In his memoirs Sir Robert Carey speaks of his parents, Lord and Lady Hunsdon, with respect and affection, although he says very little about his mother who died in 1607. She was born Anne Morgan to a Hertfordshire knight called Sir Thomas Morgan and Anne Whitney. Her sister Sybilla married Sir Hugh Trevannion of Caerhays Castle in Cornwall and so was the mother of Elizabeth Widdrington nee Trevannion who ultimately became Carey's wife.
Since Caerhays is only a couple of days' travel by ship from Falmouth Bay, it's highly likely that Lady Hunsdon might have visited the deplorable and powerful Killigrew family whose privateering and other shady dealings in the English Channel, Atlantic Ocean, and Irish Sea occasionally errupted into public scandal.
In the book Lady Hunsdon's friend Kate Killigrew is a composite of various redoubtable ladies of that family.

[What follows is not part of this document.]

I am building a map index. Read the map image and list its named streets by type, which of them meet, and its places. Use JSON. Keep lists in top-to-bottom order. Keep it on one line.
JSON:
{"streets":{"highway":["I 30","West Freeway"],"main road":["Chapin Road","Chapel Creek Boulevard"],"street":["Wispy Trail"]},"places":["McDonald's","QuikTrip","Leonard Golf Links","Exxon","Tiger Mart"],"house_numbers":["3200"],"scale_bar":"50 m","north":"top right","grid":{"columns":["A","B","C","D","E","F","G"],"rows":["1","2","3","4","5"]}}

Given Lady Hunsdon's surname of Morgan, no self-respecting historical novelist could be exptected to resist the temptation to make her one of the extraordinary band of matriarchal pirates, including Mrs Grainne O'Malley, who conducted armed trade and profitable larceny all around the coasts of Cornwall, Ireland, and Wales. Queen Elizabeth seems not to have seen any need to take action about it, despite the protests of pillaged French, Spanish and Dutch sailors. Given the lock that the Killigrews had on the Cornish law courts and the general corruption of the county, it's possible that Elizabeth felt there was no action she could usefully take.

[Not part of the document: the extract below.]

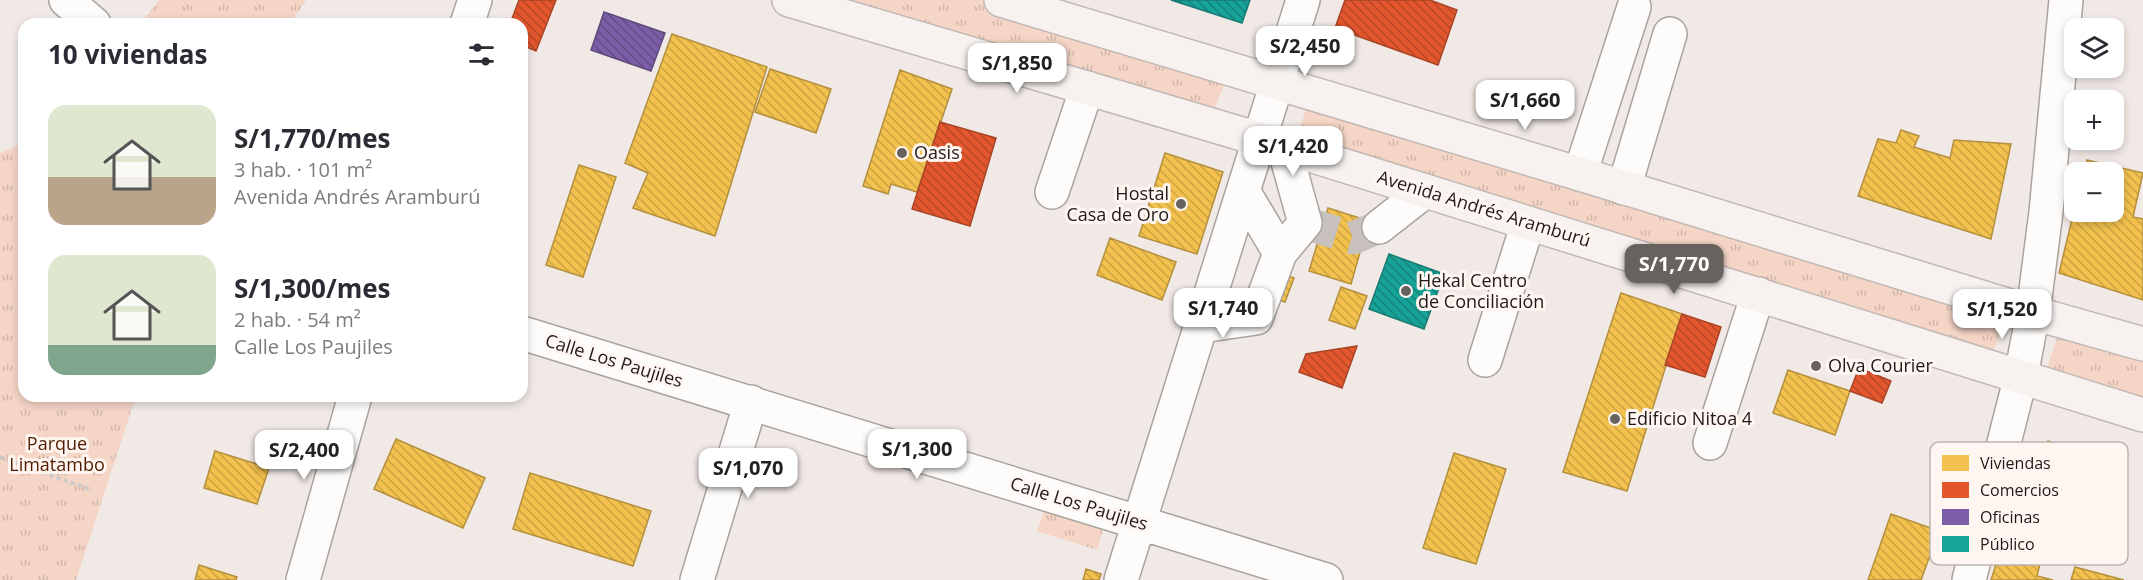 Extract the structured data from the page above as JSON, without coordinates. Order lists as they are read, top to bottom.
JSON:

This is the background for P.F. Chisholm's extraordinary fifth mystery featuring Sir Robert Carey, who in 1589 walked for a wager from London to Berwick (342 miles) in twelve days, and then in 1603, upon the death of Queen Elizabeth, rode on horseback from London to Edinburgh in sixty hours to bring the news to King James VI of Scotland that he was now King Kames I of England.
Publishers Weekly
Set in 1592, Chisholm's fifth Sir Robert Carey mystery (after 2000's A Plague of Angels) includes a couple of potentially interesting supporting characters, Christopher Marlowe and William Shakespeare, but the playwrights come across as mere caricatures. Not much more developed are the two leads—Carey, the son of Anne Boleyn's sister, Mary, and thus cousin to Queen Elizabeth, and his sidekick, Sergeant Dodd, whose heavy dialect (“whit can ye dae to show us ye're no' one o' his kinship come tae trap us in ambush?”) can be tough to follow. Carey and Dodd seek legal representation to bring a case of unlawful imprisonment against the queen's vice chamberlain, look into the identity of an unclaimed corpse found in the Thames, and probe some shady land deals in Cornwall. Unfortunately, the multiple story lines fail to gel, and the plot drags for long stretches. Fans of Elizabethan historicals would do better with Rory Clements's Martyr (2009). (June)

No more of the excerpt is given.